DNA cascade testing for heart disease
Evaluating the value of alternative approaches for FH cascade testing using data from services in three regions
Funder: National Institute for Health Research – Health Technology Assessment Programme
The project:Familial hypercholesterolaemia (FH) is the commonest autosomal dominant disorder, which if left untreated will cause around 50% of men to develop coronary heart disease by the age of 50 years and women approximately 10 years later. Around 50% of first-degree relatives in people with FH will also have the condition. Cascade testing of relatives is the most efficient and cost-effective approach to identifying additional people with FH. However, the most effective approach of how to contact relatives is unknown. This project aims to evaluate the cost-effectiveness of alternative approaches for FH cascade testing using data from services in three regions, the literature using systematic review techniques, and linkage of national clinical databases.

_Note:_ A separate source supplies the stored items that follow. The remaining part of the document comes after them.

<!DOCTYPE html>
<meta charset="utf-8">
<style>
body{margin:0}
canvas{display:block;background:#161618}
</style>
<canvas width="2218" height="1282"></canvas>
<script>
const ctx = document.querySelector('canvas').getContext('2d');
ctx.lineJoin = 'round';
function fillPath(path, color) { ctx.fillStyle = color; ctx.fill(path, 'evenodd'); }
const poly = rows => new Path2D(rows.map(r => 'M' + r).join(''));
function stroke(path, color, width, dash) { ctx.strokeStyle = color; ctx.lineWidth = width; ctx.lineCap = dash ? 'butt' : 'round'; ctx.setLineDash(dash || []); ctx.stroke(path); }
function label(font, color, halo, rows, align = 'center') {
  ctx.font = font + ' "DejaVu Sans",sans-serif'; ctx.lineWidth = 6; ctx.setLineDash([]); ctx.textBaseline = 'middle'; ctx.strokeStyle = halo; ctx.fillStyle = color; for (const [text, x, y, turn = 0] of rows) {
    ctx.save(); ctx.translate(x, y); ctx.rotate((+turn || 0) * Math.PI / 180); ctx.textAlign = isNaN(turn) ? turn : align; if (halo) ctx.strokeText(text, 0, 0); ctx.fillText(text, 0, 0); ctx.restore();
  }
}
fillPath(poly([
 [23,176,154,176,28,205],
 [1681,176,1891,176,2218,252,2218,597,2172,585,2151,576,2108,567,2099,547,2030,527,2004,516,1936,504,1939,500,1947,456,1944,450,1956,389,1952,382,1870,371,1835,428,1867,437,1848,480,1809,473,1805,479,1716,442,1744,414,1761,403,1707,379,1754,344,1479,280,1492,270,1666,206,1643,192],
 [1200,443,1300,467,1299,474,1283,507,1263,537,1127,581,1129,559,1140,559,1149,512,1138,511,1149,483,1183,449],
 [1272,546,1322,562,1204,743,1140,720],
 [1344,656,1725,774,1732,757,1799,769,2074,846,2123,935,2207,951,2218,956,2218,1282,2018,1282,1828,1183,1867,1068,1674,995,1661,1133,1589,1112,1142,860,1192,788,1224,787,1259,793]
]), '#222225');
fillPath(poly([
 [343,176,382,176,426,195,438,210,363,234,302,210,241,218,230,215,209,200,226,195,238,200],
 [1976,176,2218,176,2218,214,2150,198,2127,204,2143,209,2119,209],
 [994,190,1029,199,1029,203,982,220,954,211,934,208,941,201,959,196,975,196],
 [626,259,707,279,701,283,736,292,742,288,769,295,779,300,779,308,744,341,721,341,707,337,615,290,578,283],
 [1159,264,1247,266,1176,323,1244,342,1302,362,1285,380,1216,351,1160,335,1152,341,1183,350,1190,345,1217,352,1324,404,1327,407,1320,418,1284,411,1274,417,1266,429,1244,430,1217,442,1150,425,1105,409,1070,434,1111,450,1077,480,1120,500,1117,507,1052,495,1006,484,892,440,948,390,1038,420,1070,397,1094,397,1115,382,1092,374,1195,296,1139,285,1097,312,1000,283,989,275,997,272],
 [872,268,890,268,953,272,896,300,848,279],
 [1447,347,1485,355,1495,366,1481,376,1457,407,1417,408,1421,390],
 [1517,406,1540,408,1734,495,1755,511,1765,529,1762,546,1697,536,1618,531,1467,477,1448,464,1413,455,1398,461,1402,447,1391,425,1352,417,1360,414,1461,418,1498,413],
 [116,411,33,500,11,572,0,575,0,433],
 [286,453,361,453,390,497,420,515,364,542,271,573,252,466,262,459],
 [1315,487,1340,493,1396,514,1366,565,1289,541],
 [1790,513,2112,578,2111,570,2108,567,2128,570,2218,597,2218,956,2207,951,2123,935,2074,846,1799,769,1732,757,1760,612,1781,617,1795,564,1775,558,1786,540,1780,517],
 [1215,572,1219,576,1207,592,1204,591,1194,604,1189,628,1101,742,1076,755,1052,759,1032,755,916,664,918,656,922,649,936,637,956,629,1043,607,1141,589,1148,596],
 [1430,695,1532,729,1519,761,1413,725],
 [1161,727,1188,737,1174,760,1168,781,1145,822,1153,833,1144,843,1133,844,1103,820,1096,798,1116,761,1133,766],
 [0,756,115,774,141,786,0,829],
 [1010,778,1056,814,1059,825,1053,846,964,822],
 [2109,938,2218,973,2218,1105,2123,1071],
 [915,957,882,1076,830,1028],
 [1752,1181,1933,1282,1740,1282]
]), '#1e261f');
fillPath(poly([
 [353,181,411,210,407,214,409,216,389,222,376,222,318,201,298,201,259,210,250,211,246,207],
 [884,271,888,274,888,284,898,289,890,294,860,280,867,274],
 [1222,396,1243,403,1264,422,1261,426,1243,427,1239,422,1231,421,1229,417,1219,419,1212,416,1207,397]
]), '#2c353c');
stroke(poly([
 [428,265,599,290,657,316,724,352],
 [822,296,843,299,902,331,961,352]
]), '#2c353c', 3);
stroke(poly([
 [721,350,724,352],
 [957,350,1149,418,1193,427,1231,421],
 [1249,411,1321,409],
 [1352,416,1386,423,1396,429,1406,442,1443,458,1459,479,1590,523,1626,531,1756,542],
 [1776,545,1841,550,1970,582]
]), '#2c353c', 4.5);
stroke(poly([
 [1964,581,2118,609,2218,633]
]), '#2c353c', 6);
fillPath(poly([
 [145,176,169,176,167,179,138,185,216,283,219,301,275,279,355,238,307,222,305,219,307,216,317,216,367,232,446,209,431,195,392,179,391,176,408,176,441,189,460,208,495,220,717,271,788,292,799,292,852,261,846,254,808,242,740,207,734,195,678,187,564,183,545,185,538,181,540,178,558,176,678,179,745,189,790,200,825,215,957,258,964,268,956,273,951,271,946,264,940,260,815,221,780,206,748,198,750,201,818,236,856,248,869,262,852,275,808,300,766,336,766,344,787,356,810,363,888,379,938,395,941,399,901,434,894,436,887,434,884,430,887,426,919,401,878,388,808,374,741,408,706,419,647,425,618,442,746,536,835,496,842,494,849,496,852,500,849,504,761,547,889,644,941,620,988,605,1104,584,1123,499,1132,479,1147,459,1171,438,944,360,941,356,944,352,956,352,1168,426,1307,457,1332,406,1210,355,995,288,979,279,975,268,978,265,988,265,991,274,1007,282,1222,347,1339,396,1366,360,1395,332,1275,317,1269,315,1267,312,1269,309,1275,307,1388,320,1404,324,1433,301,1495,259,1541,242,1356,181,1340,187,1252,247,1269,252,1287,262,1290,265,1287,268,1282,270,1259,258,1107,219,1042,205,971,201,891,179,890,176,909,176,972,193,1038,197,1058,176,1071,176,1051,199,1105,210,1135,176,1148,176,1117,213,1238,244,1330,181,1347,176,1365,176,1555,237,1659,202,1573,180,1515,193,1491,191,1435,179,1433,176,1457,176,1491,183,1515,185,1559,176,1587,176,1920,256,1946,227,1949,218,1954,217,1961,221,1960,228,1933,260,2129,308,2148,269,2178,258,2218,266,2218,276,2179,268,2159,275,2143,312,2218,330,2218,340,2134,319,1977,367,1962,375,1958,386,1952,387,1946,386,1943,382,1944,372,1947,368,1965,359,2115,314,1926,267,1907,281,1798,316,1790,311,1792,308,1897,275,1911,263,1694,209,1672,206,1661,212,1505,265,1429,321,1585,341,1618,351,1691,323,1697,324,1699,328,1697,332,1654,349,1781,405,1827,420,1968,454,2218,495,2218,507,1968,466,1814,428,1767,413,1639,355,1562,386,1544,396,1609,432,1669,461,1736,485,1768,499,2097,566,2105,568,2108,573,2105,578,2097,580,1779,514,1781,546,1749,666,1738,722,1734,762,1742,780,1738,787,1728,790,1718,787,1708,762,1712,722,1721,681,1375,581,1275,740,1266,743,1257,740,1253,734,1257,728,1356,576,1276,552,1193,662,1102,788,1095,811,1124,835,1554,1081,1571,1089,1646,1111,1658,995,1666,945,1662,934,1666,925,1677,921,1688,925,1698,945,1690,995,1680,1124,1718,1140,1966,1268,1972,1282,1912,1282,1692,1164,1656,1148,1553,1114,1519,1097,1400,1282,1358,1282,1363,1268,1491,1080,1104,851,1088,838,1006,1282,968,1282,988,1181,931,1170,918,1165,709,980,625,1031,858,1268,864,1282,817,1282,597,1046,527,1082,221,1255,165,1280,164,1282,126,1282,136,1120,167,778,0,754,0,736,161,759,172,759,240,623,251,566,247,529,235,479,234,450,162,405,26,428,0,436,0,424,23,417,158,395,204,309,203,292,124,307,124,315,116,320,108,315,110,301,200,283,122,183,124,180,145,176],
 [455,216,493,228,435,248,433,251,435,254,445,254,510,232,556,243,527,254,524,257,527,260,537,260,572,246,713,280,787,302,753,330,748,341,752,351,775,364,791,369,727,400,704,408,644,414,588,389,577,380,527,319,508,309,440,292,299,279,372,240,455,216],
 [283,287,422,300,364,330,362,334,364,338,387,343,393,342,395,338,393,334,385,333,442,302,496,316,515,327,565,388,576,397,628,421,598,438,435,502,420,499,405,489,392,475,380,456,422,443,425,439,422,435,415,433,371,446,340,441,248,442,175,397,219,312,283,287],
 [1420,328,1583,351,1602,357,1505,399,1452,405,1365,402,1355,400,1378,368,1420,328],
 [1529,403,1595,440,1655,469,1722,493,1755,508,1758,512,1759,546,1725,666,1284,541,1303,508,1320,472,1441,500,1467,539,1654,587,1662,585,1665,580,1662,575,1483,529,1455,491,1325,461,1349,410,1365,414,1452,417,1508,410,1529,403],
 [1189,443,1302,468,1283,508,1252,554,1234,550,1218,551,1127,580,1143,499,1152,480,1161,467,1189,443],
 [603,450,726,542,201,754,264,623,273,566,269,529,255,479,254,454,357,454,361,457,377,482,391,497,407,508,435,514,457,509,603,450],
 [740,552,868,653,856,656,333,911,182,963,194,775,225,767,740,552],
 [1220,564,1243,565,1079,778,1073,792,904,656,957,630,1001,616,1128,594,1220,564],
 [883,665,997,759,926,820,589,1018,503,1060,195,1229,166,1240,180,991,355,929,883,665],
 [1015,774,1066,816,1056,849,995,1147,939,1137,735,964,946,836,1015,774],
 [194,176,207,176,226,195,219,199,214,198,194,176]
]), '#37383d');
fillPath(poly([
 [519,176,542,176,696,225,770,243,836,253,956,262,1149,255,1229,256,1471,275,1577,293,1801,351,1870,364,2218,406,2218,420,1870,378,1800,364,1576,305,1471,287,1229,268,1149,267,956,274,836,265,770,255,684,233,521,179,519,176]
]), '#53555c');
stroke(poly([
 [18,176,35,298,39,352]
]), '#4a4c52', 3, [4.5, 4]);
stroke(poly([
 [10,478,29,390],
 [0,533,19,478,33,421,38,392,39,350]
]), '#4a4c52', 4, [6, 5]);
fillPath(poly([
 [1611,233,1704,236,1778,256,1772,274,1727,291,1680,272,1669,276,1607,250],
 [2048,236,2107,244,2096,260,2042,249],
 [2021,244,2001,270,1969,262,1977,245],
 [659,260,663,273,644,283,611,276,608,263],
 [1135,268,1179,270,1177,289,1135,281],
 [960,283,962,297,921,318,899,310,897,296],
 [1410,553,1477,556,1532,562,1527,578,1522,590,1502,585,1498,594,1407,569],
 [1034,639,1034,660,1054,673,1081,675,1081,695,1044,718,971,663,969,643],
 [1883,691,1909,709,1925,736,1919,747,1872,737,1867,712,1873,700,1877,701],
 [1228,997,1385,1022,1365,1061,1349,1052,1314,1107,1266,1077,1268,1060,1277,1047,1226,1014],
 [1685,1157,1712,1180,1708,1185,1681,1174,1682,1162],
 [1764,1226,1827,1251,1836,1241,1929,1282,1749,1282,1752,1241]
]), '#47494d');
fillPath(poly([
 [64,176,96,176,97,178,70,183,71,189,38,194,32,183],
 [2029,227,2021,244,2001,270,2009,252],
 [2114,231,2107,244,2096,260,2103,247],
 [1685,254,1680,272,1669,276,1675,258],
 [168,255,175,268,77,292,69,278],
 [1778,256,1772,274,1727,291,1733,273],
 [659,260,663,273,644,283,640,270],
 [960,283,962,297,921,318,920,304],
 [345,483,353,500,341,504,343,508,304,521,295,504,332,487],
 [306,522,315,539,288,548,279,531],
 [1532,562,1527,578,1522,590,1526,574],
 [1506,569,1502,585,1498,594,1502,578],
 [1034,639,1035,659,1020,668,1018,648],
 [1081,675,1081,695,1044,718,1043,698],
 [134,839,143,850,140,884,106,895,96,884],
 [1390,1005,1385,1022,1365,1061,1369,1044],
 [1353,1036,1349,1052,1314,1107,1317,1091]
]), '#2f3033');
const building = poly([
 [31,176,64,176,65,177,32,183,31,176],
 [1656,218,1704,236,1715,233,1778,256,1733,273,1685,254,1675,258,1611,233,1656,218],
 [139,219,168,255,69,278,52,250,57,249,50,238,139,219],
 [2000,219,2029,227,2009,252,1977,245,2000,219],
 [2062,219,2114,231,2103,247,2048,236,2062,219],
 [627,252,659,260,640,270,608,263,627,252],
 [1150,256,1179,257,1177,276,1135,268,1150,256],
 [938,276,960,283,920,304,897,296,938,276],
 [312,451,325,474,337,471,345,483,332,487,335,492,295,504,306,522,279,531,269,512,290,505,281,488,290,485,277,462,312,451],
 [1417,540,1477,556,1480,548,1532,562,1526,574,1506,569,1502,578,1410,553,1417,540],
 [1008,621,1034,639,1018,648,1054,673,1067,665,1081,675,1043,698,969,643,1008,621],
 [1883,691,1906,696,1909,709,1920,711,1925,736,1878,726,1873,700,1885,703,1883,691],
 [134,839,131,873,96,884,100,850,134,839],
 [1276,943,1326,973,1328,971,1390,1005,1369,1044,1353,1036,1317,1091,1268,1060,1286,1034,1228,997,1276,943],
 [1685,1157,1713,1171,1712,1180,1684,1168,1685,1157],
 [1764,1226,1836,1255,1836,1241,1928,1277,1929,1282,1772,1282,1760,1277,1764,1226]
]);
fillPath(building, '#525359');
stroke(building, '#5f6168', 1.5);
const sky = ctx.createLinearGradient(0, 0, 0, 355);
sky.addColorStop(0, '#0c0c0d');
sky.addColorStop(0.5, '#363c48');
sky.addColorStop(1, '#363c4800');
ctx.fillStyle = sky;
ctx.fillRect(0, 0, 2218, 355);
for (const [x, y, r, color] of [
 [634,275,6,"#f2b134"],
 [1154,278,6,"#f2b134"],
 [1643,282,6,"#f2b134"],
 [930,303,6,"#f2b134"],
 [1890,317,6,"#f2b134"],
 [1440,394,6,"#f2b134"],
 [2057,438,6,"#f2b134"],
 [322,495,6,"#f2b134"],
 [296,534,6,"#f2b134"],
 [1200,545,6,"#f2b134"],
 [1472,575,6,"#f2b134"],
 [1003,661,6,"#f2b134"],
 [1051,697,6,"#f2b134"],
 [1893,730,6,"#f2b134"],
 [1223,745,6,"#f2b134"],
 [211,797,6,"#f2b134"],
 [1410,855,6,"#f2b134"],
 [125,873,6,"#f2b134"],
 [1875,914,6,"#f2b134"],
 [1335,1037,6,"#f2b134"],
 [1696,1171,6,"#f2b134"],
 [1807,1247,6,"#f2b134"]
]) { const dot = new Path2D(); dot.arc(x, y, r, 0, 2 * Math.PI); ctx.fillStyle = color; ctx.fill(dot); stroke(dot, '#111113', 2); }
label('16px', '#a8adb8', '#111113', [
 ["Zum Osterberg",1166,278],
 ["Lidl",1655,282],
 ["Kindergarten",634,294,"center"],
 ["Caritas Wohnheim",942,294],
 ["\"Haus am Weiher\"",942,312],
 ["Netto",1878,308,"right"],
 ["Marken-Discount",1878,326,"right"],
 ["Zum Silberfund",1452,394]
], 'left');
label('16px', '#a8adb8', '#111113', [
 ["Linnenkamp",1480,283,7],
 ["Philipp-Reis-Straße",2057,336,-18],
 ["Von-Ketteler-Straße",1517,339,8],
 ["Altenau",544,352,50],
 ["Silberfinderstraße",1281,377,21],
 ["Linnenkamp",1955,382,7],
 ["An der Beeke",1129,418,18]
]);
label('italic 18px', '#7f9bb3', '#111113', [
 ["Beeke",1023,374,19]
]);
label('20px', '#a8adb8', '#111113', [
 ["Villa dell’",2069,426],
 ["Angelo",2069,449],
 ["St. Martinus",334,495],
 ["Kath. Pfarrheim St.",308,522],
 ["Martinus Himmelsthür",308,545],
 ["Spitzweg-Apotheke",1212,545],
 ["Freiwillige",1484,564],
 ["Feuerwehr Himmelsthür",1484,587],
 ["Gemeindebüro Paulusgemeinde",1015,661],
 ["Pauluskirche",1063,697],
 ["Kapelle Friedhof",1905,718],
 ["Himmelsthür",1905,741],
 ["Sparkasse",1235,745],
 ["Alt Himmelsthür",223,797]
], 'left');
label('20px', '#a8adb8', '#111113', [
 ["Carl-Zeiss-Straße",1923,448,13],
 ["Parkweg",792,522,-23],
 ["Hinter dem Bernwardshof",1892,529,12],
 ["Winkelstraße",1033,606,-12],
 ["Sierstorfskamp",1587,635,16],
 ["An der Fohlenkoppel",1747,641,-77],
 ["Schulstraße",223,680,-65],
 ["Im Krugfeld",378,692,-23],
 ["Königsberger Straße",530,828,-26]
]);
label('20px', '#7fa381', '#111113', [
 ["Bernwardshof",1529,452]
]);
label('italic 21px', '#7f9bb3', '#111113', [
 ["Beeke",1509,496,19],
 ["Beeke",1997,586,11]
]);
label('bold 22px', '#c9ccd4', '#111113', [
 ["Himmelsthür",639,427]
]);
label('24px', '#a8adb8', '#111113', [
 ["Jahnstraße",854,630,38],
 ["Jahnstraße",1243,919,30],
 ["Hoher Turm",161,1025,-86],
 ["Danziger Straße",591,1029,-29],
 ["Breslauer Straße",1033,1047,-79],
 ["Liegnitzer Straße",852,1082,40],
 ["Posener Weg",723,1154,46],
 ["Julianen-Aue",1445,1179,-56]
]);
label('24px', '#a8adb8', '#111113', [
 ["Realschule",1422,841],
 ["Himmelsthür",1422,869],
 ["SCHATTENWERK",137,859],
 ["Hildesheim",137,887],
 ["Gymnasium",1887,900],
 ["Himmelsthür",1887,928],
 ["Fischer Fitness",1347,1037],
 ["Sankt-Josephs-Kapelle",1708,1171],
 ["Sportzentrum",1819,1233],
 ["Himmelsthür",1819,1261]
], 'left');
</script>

A systematic review of cascade strategies that included 24 non-comparative studies found the combined approach of direct and indirect contacting of relatives led to a higher yield of relatives tested than either of the two approaches alone.
From routinely collected data identified 21-29% of index cases have genetically-confirmed FH, and women, first-degree relatives and those contacted directly by health professionals were more likely to complete cascade testing. 26% of patients with FH remain untreated after 2 years of diagnosis, and another 70% did not achieve target treatment levels. A cost-effectiveness cohort Markov model found the net health gain from diagnosis ranged between -0.27 to 2.51 QALYs at the £15,000/QALY threshold, being greater in males and people with higher baseline cholesterol.
Decision modelling found protocols on the cost-effectiveness frontier generally involved starting cascade testing from genetically-confirmed index cases and contacting first and second degree relatives simultaneously and directly by the service.
Interviews found a service-led direct contact approach was more reliable, but combining direct and indirect approaches (using either or both), guided by index patients and differing relationships within families, was most acceptable.
Although the most cost-effective approach to cascade screening of relatives is by services directly contacting relatives; adopting a more flexible approach of combining direct and/or indirect methods of contacting, according to individual family relationships, may be more acceptable in practice.